Problem.
Find the line with "c.font = font" in the entries below, then reproduce it and every line after it down to and including the line with "M1252,280l4,23 -32,5 -3,-23z", exactly.

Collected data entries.
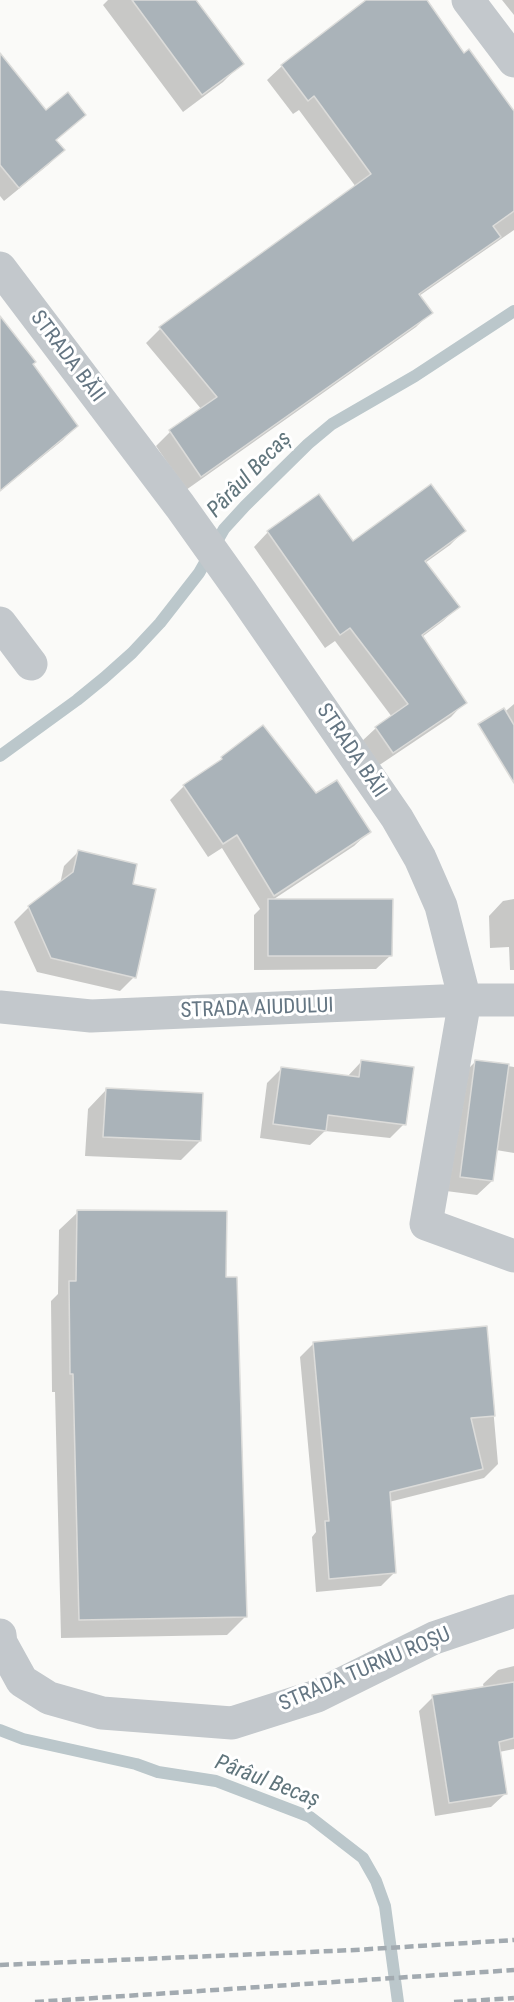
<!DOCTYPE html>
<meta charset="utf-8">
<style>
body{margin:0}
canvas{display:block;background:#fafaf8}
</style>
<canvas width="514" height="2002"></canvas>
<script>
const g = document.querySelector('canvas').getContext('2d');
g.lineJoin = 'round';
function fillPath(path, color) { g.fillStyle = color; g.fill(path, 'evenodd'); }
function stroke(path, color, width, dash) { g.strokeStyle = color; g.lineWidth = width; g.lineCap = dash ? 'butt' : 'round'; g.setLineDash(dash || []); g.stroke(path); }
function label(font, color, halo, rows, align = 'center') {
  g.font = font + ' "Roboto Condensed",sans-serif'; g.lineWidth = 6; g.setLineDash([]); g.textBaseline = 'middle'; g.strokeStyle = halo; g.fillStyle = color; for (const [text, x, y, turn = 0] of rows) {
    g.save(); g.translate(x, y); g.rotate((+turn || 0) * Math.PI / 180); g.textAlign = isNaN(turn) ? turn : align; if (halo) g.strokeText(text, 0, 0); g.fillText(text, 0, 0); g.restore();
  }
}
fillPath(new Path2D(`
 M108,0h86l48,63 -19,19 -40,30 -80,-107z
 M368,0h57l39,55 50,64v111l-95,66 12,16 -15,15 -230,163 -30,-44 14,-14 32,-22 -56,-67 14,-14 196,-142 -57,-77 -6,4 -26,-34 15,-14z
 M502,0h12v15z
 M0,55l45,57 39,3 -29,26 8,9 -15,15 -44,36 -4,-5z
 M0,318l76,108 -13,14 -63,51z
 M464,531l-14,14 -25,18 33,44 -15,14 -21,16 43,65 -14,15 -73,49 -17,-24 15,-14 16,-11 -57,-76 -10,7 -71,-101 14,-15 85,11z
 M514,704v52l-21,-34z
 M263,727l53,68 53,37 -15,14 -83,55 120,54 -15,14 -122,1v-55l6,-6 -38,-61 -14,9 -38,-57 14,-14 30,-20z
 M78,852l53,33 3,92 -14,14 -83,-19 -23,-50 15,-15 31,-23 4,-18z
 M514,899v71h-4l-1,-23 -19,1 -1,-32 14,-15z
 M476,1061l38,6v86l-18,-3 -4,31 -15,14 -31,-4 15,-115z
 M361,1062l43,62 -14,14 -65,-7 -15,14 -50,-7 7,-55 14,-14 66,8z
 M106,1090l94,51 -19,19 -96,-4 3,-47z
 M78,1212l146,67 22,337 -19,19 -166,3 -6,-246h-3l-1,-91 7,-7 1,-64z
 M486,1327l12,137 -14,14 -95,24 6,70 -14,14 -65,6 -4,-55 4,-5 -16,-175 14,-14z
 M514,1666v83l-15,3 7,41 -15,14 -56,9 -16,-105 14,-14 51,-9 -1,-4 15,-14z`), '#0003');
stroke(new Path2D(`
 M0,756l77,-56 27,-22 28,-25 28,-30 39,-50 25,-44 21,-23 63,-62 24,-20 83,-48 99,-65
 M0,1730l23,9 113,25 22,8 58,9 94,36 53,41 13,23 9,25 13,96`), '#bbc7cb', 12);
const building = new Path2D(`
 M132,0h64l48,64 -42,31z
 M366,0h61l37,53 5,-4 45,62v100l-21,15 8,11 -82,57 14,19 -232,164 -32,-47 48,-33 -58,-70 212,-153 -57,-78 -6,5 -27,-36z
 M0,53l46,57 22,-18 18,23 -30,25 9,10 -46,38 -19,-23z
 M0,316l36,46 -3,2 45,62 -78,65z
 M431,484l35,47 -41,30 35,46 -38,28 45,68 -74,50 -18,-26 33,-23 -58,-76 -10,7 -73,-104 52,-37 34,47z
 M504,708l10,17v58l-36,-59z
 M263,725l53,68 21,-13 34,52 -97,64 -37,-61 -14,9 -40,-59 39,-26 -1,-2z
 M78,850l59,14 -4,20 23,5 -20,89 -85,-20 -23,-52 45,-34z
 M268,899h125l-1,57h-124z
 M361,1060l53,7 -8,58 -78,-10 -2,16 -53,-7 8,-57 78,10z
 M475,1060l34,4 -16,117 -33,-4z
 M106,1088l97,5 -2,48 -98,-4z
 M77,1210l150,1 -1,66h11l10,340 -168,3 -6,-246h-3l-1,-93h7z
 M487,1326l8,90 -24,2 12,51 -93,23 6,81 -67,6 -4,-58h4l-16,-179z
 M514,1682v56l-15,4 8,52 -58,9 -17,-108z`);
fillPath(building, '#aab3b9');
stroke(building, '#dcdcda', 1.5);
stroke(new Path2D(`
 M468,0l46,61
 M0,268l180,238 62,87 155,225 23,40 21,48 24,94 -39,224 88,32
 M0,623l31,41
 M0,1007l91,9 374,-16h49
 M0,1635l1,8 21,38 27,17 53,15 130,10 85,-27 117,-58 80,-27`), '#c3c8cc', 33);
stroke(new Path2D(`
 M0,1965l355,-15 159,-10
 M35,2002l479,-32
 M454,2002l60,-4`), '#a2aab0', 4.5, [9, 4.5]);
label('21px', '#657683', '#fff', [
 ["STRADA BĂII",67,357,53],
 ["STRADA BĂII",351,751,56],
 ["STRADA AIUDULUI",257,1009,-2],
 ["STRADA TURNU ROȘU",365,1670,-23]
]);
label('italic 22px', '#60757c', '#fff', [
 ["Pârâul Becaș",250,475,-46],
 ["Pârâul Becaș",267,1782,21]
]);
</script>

--

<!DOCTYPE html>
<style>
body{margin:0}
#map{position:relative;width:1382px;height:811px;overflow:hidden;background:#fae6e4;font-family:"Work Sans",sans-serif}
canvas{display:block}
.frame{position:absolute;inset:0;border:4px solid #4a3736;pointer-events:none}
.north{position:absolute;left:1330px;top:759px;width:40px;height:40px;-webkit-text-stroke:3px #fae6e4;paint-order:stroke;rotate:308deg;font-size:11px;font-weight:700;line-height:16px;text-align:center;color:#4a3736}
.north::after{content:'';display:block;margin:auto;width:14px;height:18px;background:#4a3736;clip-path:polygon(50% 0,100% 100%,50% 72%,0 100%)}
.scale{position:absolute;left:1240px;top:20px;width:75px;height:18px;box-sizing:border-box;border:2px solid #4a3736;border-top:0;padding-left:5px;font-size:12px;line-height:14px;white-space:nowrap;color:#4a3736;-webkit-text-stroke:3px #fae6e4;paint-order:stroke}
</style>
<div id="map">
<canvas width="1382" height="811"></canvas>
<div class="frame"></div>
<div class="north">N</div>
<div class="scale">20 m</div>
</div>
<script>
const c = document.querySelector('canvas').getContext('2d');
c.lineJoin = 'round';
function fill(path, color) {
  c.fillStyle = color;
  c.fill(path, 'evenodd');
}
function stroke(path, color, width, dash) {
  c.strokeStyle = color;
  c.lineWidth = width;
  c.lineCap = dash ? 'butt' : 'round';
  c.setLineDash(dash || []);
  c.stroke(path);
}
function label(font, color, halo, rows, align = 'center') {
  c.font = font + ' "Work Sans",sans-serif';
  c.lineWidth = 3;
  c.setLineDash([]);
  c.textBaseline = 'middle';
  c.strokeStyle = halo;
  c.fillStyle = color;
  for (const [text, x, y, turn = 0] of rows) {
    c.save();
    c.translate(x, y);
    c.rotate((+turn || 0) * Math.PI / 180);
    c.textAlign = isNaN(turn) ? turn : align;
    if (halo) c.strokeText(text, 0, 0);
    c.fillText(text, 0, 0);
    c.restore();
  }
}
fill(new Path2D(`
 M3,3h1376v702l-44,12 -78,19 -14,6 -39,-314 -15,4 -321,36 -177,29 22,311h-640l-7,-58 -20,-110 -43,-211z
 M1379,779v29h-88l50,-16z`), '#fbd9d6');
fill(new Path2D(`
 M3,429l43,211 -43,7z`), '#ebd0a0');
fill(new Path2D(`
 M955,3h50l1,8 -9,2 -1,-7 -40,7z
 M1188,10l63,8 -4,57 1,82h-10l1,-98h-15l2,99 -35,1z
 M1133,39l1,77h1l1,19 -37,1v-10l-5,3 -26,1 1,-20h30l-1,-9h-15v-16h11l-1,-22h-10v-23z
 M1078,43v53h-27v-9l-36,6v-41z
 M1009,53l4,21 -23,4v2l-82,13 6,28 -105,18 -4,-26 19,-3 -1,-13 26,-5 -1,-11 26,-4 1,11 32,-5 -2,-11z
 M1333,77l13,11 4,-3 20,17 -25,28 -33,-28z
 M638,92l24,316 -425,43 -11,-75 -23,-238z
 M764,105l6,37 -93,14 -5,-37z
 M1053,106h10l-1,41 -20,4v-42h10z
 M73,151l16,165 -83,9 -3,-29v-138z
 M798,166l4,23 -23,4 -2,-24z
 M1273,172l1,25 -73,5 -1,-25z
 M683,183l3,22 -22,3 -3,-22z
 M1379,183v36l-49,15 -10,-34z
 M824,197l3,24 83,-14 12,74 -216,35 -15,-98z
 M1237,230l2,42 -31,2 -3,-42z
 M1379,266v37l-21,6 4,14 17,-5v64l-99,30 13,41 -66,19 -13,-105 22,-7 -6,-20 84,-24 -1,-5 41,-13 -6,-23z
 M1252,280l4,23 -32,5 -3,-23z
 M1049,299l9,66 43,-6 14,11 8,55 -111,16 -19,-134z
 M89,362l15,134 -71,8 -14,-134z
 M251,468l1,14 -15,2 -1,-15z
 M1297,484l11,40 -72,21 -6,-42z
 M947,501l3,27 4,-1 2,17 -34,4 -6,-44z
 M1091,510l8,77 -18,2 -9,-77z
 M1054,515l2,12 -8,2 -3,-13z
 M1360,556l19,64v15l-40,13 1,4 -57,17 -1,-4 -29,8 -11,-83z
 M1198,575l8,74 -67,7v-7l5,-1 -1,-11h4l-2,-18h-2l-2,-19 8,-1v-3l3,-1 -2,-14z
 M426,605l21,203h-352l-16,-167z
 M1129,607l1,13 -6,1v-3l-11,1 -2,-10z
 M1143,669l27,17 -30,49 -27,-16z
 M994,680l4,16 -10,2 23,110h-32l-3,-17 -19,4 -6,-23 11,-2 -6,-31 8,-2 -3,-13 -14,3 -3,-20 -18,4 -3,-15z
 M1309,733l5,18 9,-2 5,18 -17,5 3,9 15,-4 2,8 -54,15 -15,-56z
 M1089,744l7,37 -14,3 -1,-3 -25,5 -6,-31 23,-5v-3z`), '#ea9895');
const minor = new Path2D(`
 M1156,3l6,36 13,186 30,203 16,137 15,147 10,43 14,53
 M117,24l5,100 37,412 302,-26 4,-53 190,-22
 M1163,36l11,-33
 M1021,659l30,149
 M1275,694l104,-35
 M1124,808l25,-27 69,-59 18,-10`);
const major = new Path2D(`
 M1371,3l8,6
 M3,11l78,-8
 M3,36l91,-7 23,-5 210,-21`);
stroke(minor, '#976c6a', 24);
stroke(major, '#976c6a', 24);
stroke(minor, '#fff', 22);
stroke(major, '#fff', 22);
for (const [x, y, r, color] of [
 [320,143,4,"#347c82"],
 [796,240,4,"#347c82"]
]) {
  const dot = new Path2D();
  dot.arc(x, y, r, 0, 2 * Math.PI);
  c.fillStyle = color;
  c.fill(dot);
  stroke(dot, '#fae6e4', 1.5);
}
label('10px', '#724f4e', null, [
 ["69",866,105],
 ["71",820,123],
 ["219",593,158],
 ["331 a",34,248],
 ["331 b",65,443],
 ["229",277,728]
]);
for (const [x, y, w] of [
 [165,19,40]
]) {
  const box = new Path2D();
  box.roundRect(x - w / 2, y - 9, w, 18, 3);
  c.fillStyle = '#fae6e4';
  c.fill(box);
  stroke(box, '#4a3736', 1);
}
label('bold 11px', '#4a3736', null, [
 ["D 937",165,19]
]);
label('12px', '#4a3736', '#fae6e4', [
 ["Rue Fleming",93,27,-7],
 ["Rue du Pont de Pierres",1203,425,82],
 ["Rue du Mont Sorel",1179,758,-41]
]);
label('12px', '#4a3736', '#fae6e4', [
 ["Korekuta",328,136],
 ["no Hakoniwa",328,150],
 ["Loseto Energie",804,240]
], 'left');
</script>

Result for this exercise.
  c.font = font + ' "Work Sans",sans-serif';
  c.lineWidth = 3;
  c.setLineDash([]);
  c.textBaseline = 'middle';
  c.strokeStyle = halo;
  c.fillStyle = color;
  for (const [text, x, y, turn = 0] of rows) {
    c.save();
    c.translate(x, y);
    c.rotate((+turn || 0) * Math.PI / 180);
    c.textAlign = isNaN(turn) ? turn : align;
    if (halo) c.strokeText(text, 0, 0);
    c.fillText(text, 0, 0);
    c.restore();
  }
}
fill(new Path2D(`
 M3,3h1376v702l-44,12 -78,19 -14,6 -39,-314 -15,4 -321,36 -177,29 22,311h-640l-7,-58 -20,-110 -43,-211z
 M1379,779v29h-88l50,-16z`), '#fbd9d6');
fill(new Path2D(`
 M3,429l43,211 -43,7z`), '#ebd0a0');
fill(new Path2D(`
 M955,3h50l1,8 -9,2 -1,-7 -40,7z
 M1188,10l63,8 -4,57 1,82h-10l1,-98h-15l2,99 -35,1z
 M1133,39l1,77h1l1,19 -37,1v-10l-5,3 -26,1 1,-20h30l-1,-9h-15v-16h11l-1,-22h-10v-23z
 M1078,43v53h-27v-9l-36,6v-41z
 M1009,53l4,21 -23,4v2l-82,13 6,28 -105,18 -4,-26 19,-3 -1,-13 26,-5 -1,-11 26,-4 1,11 32,-5 -2,-11z
 M1333,77l13,11 4,-3 20,17 -25,28 -33,-28z
 M638,92l24,316 -425,43 -11,-75 -23,-238z
 M764,105l6,37 -93,14 -5,-37z
 M1053,106h10l-1,41 -20,4v-42h10z
 M73,151l16,165 -83,9 -3,-29v-138z
 M798,166l4,23 -23,4 -2,-24z
 M1273,172l1,25 -73,5 -1,-25z
 M683,183l3,22 -22,3 -3,-22z
 M1379,183v36l-49,15 -10,-34z
 M824,197l3,24 83,-14 12,74 -216,35 -15,-98z
 M1237,230l2,42 -31,2 -3,-42z
 M1379,266v37l-21,6 4,14 17,-5v64l-99,30 13,41 -66,19 -13,-105 22,-7 -6,-20 84,-24 -1,-5 41,-13 -6,-23z
 M1252,280l4,23 -32,5 -3,-23z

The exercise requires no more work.